ベルギーで大ヒットしたというサスペンス・ミステリー。映画の構成がちょっと複雑な作りになっていて、事件現場となるロフトを中心にしながら、時間軸が前後に大きく動いていく。死体が発見された朝から、部屋を所有していた5人の男たちに対する警察の取り調べが終わるまでが、この映画のベースとなる時間軸。そこに事件に至るまでの経緯が、回想形式で盛り込まれ、さらにエピローグとして事件から数ヶ月後の様子が語られる。ひとつの大事件があって、それに対する警察の取り調べが回想形式で語られるという作りは、ブライアン・シンガーの『ユージュアル・サスペクツ』にも似ている。

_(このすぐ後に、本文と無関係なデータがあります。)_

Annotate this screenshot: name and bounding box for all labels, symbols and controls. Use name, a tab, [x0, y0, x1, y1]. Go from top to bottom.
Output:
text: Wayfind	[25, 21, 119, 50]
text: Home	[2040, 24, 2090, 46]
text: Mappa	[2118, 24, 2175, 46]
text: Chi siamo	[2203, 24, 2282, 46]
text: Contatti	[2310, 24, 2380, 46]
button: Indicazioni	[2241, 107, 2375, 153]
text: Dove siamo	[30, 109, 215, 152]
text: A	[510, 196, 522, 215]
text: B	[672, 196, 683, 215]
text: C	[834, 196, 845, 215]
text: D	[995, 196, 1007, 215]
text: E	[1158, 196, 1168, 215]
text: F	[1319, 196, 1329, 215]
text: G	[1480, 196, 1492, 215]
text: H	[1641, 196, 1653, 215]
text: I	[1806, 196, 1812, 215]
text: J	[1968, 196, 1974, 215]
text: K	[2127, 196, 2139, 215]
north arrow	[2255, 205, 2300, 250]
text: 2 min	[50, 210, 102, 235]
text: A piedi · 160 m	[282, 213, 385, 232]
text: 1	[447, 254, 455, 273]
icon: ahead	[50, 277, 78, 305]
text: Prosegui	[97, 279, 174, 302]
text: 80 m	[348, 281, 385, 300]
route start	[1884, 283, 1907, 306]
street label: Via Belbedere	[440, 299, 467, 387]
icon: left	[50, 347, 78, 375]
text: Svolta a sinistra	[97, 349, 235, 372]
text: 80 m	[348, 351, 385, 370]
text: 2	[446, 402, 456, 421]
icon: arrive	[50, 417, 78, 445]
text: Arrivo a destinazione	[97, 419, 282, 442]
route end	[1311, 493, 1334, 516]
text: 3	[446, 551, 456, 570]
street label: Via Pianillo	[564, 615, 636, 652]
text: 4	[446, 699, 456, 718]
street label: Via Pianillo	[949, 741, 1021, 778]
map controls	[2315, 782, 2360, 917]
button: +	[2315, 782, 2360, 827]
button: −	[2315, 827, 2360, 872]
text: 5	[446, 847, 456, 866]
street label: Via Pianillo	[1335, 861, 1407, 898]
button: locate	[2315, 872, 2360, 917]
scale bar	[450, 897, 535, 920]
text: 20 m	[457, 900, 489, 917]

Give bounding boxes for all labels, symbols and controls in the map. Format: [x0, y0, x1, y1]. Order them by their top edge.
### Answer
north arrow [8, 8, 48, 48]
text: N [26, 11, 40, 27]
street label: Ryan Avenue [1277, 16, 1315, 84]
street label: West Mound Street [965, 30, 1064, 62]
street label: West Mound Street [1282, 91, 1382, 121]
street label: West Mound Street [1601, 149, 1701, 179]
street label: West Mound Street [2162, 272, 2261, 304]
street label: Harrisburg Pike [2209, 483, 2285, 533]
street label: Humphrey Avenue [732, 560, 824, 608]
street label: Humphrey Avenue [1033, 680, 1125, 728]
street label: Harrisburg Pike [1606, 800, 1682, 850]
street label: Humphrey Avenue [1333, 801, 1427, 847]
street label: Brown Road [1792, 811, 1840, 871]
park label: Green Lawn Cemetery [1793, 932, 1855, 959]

ただしここでは証言者が5人に増えているし、それぞれの証言と回想が錯綜して観客を巧みにミスリードしていく。『ユージュアル・サスペクツ』のような、物語の構造上の本質的なまやかし(それこそがこの映画の見どころ)はないのだが、映画を観ているとすっかり一杯食わされてしまうのだ。

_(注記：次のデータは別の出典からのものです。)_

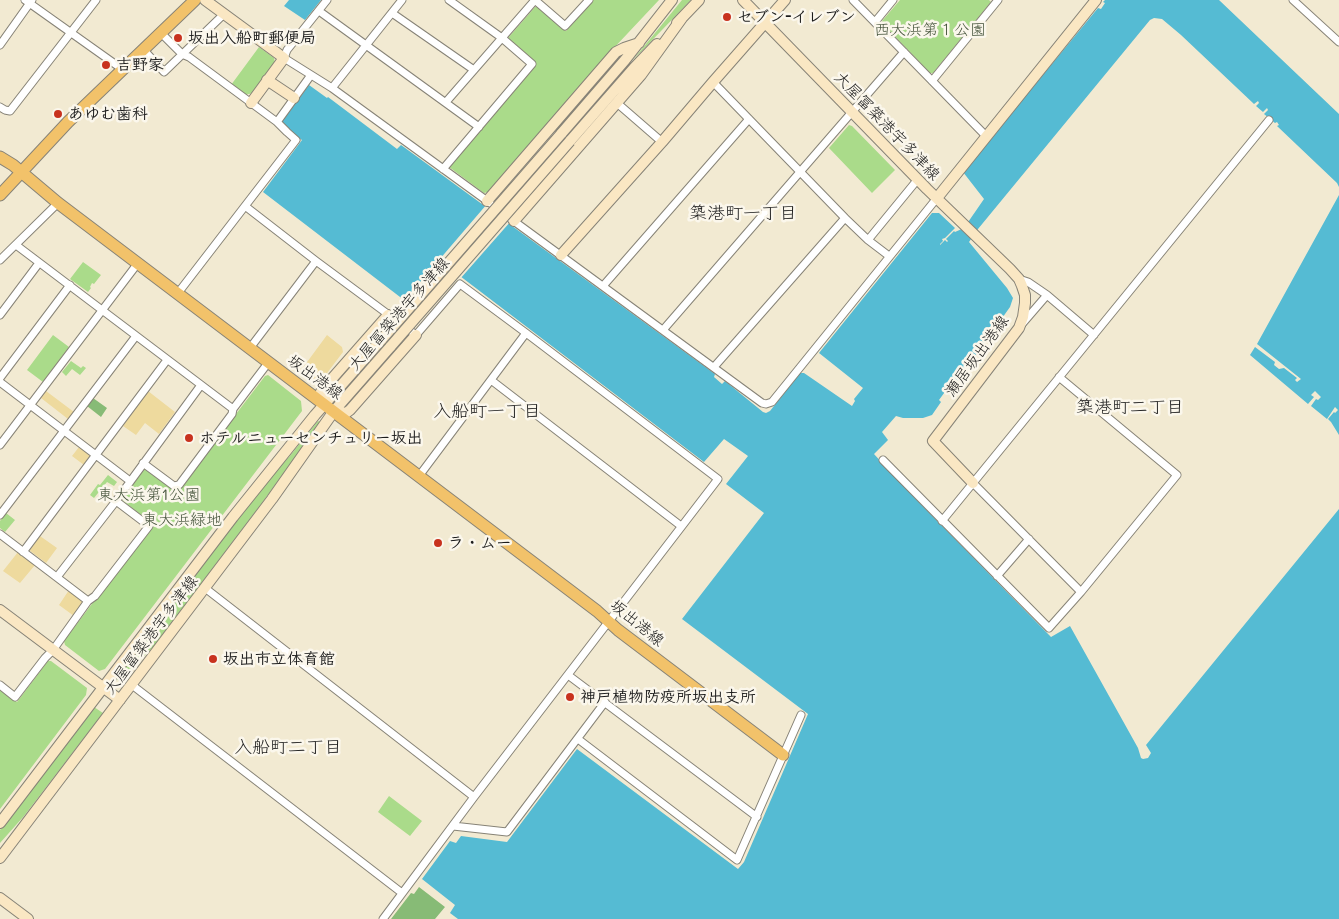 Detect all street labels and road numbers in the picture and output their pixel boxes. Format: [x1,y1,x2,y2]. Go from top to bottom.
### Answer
street label: 大屋冨築港宇多津線 [830,68,944,184]
street label: 大屋冨築港宇多津線 [345,253,453,375]
street label: 瀬居坂出港線 [941,312,1013,400]
street label: 坂出港線 [283,350,347,404]
street label: 大屋冨築港宇多津線 [100,572,202,698]
street label: 坂出港線 [606,595,668,651]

設定や物語の筋立てには、映画ならではのファンタジーがたっぷりとまぶしてある。特に男たちの関係は相当に都合がいいものだ。この人たちは、そもそもどういう関係の知り合いなんだ? 年齢も職業もばらばらで、しかも互いに家族ぐるみの交際をしている。映画の中では彼ら5人を「秘密の部屋」が結びつけているわけだが、部屋を共有するに至るまでの信頼関係を、彼らがいかにして持つようになったのかは映画にまったく描かれない。もちろんそんなものがなくても映画は成立しているから構わないのだが、男たちの生活ぶりがかなり浮世離れしたものに見えてしまうのも事実なのだ。
しかしそれでもこの映画がドラマとしてのリアリティを失わないのは、男たちと家族(妻)との関係がやけにリアルに描かれているからだろう。物語自体も「浮気の代償は高くつく」といったテーマを浮かび上がらせてくるわけで、これじゃほとんど『危険な情事』だ。(デュッセルドルフで1度だけ浮気したら相手が家まで押しかけてきて……という話などは、まさにソレではないか。)そしてことあるごとに、妻たちが夫に向ける軽蔑と疑惑の眼差しには背筋が凍るような気がする。しかし妻がこういう目で夫を見るから、男たちはそこから逃げるために秘密の部屋を持ちたくなるのだ……とも言えそう。浮気の言い訳。悪循環だね。